Expressive Arts and Design
Involves enabling children to explore and play with a wide range of media and materials, as well as providing opportunities and encouragement for sharing their thoughts, ideas and feelings through a variety of activities in art, music, movement, dance, role-play, and design and technology.
This area supports children’s curiosity and play. They explore and share their thinking, ideas and feelings in music, in art, movement and dance, role play and technology. To give children the best opportunities through Positive Relationships children value their own unique ideas and those of others rather than reproducing those of someone else. Enabling Environments are stimulating and originality and expressiveness are valued. Learning and Development experiences allow children to express themselves through various types of representation.
EAD is made up of these aspects:
- Creating with Materials
- Being Imaginative and Expressive
This area of learning and development is about how children sing songs, make music and dance, and try different ways and materials when they experiment with colour, design, texture, shape and form. Helping your child to explore different media and materials There are lots of easy ways you can help your child to explore and use different media and materials.
You could use the ideas below as starting points to help you do this.
Two- to three-year-olds
● Sing songs with your child indoors and out of doors. Being out of doors sometimes means you can sing more loudly! Try ‘The sun has got his hat on’, ‘Here we go round the mulberry bush’, or ‘The wheels on the bus’.
● You can also have fun using action songs with your two- and three-year-old as they really enjoy repetition. Good action songs include ‘Miss Polly had a dolly’, ‘I’m a little teapot’ and ‘Heads, shoulders, knees and toes.’
● Why not make instruments to accompany your singing – make a drum from a pan and wooden spoon, shakers from empty plastic containers filled with dried peas or beans, cymbals from pan lids and a microphone from rolled up paper or the tube from inside a kitchen roll.

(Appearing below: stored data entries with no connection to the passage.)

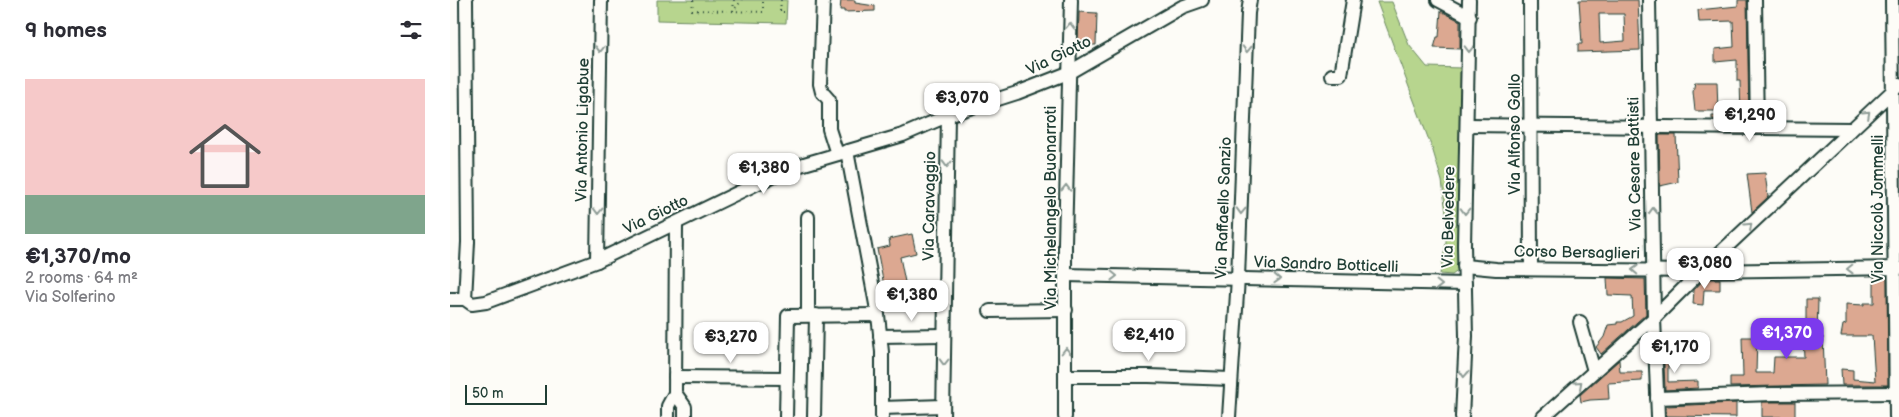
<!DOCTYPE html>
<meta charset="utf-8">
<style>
body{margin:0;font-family:"Balsamiq Sans",sans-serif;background:#f2f2f3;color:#2b2b33;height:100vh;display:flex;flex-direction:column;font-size:19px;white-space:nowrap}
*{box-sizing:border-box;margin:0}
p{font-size:16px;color:#7c7c81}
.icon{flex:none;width:28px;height:28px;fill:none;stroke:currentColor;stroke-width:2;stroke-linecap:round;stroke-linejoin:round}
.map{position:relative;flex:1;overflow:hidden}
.drawer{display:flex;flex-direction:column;background:#fff;width:450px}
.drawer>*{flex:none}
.scale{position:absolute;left:15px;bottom:12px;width:82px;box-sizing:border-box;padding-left:5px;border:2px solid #1f3d34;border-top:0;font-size:14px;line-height:18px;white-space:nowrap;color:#1f3d34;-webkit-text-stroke:4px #fdfcf7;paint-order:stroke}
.price{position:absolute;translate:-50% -42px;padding:0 11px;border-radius:10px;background:#fff;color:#222;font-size:16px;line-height:32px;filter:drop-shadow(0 1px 2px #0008)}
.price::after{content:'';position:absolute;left:50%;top:30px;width:15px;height:11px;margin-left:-8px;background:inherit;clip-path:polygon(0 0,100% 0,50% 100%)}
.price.active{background:#7c3aed;color:#fff}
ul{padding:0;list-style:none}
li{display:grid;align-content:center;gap:10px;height:265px;padding:0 25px}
li span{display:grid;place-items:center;height:155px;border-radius:0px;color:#555}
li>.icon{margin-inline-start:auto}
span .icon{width:90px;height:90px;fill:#fffc;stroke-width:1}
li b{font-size:21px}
h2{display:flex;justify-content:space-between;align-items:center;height:60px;padding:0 25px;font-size:21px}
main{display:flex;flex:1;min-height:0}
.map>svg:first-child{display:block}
.green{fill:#b7d58e;stroke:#6b8961}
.building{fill:#dca891;stroke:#1f3d34;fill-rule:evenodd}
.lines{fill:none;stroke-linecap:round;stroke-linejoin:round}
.minor-casing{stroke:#1f3d34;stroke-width:16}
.path{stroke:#1f3d34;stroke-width:2;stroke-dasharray:1 4;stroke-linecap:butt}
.minor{stroke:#fdfcf7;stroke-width:12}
.oneway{stroke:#8e9c96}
.labels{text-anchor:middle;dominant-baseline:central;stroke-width:4;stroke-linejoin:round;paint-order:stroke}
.street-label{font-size:16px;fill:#1f3d34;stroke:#fdfcf7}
</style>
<main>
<section class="drawer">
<h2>9 homes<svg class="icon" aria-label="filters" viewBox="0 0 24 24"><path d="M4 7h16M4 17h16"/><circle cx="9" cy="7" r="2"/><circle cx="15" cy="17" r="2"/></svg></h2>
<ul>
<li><span style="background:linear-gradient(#f6c9c9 75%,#7fa58c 0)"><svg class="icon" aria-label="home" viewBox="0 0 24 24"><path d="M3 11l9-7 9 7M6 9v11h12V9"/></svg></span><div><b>€1,370/mo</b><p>2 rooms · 64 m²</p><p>Via Solferino</p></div></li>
</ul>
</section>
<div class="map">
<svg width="1449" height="417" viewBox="0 0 1449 417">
<rect width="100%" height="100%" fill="#fdfcf7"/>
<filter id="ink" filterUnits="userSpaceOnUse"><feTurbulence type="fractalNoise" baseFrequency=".02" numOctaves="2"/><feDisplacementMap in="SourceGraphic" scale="10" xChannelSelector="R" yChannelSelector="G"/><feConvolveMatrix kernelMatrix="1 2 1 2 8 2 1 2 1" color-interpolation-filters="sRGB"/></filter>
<g filter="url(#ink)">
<g class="green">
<path d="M 207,0 L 337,0 L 336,23 L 207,20 Z"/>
<path d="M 927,2 L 942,2 L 959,45 L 977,67 L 1012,68 L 1009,270 L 1002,275 L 990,274 L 996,243 L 996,213 L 992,181 L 983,151 Z"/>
</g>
<g class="building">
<path d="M 391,0 L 405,0 L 405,3 L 425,6 L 425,11 L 394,12 L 394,10 L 390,10 Z"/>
<path d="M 1129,0 L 1188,0 L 1190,50 L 1128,52 L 1128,44 L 1132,44 ZM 1149,14 L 1174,14 L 1175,41 L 1150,43 Z"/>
<path d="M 1288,0 L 1297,0 L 1299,120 L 1262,119 L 1262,116 L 1291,117 L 1290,81 L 1287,81 L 1287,60 L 1265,62 L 1265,49 L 1284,47 L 1283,21 L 1249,22 L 1248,10 L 1288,6 Z"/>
<path d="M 991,11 L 1010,21 L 1010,49 L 984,48 L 987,37 L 989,37 Z"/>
<path d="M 629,12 L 647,13 L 646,45 L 628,45 Z"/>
<path d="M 1245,82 L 1267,82 L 1268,111 L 1245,111 L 1243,92 Z"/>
<path d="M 1209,135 L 1226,135 L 1228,182 L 1210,186 Z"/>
<path d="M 1315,173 L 1318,197 L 1302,212 L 1297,174 Z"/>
<path d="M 462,234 L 466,253 L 450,257 L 459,302 L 438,307 L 427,249 L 440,246 L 439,239 Z"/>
<path d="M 1437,276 L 1438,385 L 1392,385 L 1391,369 L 1403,370 L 1403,379 L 1425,381 L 1422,336 L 1391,336 L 1393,325 L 1396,324 L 1396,304 L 1414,305 L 1414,303 L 1424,303 L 1424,277 Z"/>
<path d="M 1157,278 L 1195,279 L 1196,314 L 1151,354 L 1146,347 L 1154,337 L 1158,325 L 1167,324 L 1167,322 L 1172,322 L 1183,316 L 1182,296 L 1158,295 Z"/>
<path d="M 1254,279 L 1270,279 L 1270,290 L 1254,290 L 1253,305 L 1243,304 L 1244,290 Z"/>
<path d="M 1356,299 L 1368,299 L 1367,336 L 1373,337 L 1375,385 L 1280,387 L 1280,377 L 1293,377 L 1292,337 L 1307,337 L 1306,373 L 1323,373 L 1324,357 L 1354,357 L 1353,336 L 1356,336 Z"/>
<path d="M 1213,339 L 1218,339 L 1218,382 L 1248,381 L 1248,388 L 1215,390 Z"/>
<path d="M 1234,339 L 1250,339 L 1250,361 L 1235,362 Z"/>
<path d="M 1169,360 L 1170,372 L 1192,372 L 1192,381 L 1158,383 L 1159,399 L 1140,400 L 1131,402 L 1130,395 Z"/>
<rect x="1312" y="402" width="33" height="15"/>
<path d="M 1286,403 L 1286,417 L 1216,416 L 1216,406 Z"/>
</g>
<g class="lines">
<defs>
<g id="minor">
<path d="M 373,0 L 370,84 L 372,92 L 379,100 L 379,129 L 387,154"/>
<path d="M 988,0 L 1020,17"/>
<path d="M 1080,0 L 1081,269"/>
<path d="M 1199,0 L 1204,318 L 1208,417"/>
<path d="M 1305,0 L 1307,128"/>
<path d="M 1442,0 L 1446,417"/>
<path d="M 882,75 L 891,75 L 903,0"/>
<path d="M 1018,125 L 1401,129"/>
<path d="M 397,151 L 428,315 L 432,352 L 432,417"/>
<path d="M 358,217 L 358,315"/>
<path d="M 147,261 L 151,0"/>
<path d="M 1014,266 L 1046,269 L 1251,271 L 1449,268"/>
<path d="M 615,275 L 1015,284"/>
<path d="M 0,299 L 15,299 L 22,304 L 36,302 L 147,261 L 337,169 L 453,135 L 504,113 L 567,93 L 618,73 L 732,7 L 752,0"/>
<path d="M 15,299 L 18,242 L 16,0"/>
<path d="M 540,311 L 616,310"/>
<path d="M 1130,322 L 1144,371"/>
<path d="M 430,336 L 494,335"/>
<path d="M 616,376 L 699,376 L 781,379"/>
<path d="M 225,377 L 336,378"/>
<path d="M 225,393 L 235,407 L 235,417"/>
<path d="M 1207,398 L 1322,394 L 1449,393"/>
<path d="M 432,408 L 493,406"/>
<path d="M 218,417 L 218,406 L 225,393 L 226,223"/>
<path d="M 336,417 L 338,316 L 428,315"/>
<path d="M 364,417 L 366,315"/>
<path d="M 493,417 L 498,116"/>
<path d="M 615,417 L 615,243 L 621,0"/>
<path d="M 779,417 L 788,278 L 798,13 L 800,0"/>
<path d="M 1012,417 L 1016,336 L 1014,245 L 1019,0"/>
<path d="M 1093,417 L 1204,318 L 1254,268 L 1449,85"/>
</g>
</defs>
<use href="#minor" class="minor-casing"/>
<g class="path">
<path d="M 243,0 L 242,10 L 313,12 L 313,0"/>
<path d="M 284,0 L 283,11 L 292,0"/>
<path d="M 331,0 L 330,12 L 337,12"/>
</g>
<use href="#minor" class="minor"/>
</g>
<defs><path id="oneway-chevron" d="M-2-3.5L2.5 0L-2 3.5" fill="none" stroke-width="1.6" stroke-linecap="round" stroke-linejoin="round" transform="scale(1.25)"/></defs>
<g class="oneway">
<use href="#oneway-chevron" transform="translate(620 26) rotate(-88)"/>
<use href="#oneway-chevron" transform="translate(150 49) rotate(91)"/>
<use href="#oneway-chevron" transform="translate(797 49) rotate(92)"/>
<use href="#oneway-chevron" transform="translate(1019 49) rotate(91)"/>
<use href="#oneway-chevron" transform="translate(1417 114) rotate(-43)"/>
<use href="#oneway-chevron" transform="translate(497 164) rotate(91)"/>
<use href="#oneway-chevron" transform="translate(616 188) rotate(-89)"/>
<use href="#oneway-chevron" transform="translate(148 211) rotate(91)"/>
<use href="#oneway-chevron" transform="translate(791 211) rotate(92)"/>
<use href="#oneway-chevron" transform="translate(1015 211) rotate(91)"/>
<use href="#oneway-chevron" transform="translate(1203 211) rotate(-92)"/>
<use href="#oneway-chevron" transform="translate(1299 226) rotate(-43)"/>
<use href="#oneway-chevron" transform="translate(1400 269) rotate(179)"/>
<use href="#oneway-chevron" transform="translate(1185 270) rotate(-178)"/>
<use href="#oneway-chevron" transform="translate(664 276) rotate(1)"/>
<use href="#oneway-chevron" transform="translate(827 279) rotate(2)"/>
<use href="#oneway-chevron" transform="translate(989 285) rotate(1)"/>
<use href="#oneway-chevron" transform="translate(616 351) rotate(-90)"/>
<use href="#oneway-chevron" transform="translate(494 362) rotate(91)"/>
<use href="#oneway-chevron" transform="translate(1014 374) rotate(93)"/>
<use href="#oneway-chevron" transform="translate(1129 384) rotate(-42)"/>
</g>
</g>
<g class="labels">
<g class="street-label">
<text transform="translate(609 56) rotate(-26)">Via Giotto</text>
<text transform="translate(133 130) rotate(-89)">Via Antonio Ligabue</text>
<text transform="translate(1065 134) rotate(-90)">Via Alfonso Gallo</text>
<text transform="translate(1185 164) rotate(-91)">Via Cesare Battisti</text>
<text transform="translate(480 206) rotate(-89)">Via Caravaggio</text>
<text transform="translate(601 208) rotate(-90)">Via Michelangelo Buonarroti</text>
<text transform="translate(774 208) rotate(-88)">Via Raffaello Sanzio</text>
<text transform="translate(1428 209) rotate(-90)">Via Niccolò Jommelli</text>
<text transform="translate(206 215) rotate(-26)">Via Giotto</text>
<text transform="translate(999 217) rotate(-89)">Via Belvedere</text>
<text transform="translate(1127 253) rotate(1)">Corso Bersaglieri</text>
<text transform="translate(876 265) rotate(2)">Via Sandro Botticelli</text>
</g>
</g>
</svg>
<div class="scale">50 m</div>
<b class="price" style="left:512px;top:125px">€3,070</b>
<b class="price" style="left:1300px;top:142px">€1,290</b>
<b class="price" style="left:314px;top:195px">€1,380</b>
<b class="price" style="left:1255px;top:290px">€3,080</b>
<b class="price" style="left:462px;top:322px">€1,380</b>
<b class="price active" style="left:1337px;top:360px">€1,370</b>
<b class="price" style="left:699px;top:362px">€2,410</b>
<b class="price" style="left:281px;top:364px">€3,270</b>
<b class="price" style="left:1225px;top:374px">€1,170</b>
</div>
</main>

● Make streamers from strips of plastic or paper, tie them to a stick or clothes peg and watch what happens when you run or dance with them out of doors.
● Your child will have fun ‘painting’ with water out of doors on a wall or fence using real decorators’ paint brushes.
● Provide your child with crayons, paints or chalks to create pictures and patterns. Remember how important it is to value the finished pictures as your child’s work of art.
● Children need to acquire some skills to fully explore the different ways of exploring different media and materials. Help them to practise tearing, cutting, sticking, threading, and weaving using scraps of paper, fabrics, wools and ribbons.
Four- to five-year-olds
● Four- and five-year-olds love using paint in different ways. Try making prints using cut up potatoes and carrots or use cotton reels, large buttons or pebbles and shells.
● Try making collage pictures with scraps of paper, fabric, wool, sequins, buttons, and natural materials such as leaves and grasses.
● Use playdough or clay as a base to make 3D models with twigs, shells, stones or nuts and bolts.
● Some children, often boys, prefer to use fine pencil to make detailed technical drawings. Encourage them to draw items you have in the kitchen such as forks, spoons or a hand held whisk. They may also like to draw the detail of flowers and plants from the garden.
● Children of four and five become very involved in role play and enjoy dressing up. They don’t need expensive readymade dressing up costumes; hats, scarves, bags, simple cloaks, and masks provide hours of fun.
● Building a den is a great way of children learning how to design and build on a large scale out of doors. Large cardboard boxes are great for this.
● When you are painting, sewing, or making or mending things around the house, show your child how to use the tools and equipment safely.